• Work to be completed:
Write out, word for word, every line in the data below from the one containing "ctx.fill(path, 'evenodd');" to the one containing "ctx.lineCap = dash ? 'butt' : 'round';", both of them included.
***
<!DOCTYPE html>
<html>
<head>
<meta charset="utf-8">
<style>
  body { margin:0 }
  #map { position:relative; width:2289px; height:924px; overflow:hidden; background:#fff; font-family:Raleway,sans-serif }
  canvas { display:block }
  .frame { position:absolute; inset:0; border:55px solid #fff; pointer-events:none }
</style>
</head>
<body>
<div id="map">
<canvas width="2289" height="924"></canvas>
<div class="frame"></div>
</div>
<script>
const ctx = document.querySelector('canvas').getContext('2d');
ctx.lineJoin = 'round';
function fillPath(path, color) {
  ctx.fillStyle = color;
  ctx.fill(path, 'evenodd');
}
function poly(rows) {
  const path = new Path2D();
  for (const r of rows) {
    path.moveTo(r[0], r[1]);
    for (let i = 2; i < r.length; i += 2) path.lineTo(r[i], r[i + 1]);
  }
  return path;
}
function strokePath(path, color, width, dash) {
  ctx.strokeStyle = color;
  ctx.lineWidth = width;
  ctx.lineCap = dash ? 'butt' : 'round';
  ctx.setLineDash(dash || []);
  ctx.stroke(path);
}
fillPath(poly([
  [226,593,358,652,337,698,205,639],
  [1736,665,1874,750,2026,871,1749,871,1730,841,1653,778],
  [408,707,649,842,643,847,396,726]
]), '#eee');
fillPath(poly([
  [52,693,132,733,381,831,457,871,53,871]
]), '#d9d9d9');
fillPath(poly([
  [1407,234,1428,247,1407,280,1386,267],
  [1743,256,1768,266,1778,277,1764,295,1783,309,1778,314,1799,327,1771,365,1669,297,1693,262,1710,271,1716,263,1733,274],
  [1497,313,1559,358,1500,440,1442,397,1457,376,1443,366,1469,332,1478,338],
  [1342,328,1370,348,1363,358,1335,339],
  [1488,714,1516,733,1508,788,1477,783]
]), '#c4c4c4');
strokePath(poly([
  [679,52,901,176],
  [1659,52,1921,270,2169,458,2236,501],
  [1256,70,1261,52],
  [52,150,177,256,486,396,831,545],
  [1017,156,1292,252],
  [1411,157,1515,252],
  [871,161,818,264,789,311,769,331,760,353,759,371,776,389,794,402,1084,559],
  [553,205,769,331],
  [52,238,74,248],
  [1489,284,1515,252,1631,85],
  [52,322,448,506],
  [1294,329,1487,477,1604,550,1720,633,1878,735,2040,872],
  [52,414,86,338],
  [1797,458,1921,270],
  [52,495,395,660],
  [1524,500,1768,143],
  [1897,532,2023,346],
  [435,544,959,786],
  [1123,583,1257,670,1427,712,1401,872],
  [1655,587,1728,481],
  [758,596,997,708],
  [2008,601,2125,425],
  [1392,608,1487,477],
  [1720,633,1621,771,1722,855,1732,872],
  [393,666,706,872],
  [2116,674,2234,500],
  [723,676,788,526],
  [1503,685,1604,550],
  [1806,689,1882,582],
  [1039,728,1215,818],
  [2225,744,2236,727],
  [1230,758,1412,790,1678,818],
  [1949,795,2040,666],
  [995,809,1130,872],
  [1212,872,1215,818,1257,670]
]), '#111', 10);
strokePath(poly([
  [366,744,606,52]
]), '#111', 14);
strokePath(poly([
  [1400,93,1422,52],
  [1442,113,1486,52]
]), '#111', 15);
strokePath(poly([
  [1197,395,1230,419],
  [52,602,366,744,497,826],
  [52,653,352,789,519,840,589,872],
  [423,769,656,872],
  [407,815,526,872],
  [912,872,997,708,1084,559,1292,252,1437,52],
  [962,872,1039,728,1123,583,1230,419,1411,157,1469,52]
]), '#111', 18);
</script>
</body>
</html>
***
• Response to this task:
  ctx.fill(path, 'evenodd');
}
function poly(rows) {
  const path = new Path2D();
  for (const r of rows) {
    path.moveTo(r[0], r[1]);
    for (let i = 2; i < r.length; i += 2) path.lineTo(r[i], r[i + 1]);
  }
  return path;
}
function strokePath(path, color, width, dash) {
  ctx.strokeStyle = color;
  ctx.lineWidth = width;
  ctx.lineCap = dash ? 'butt' : 'round';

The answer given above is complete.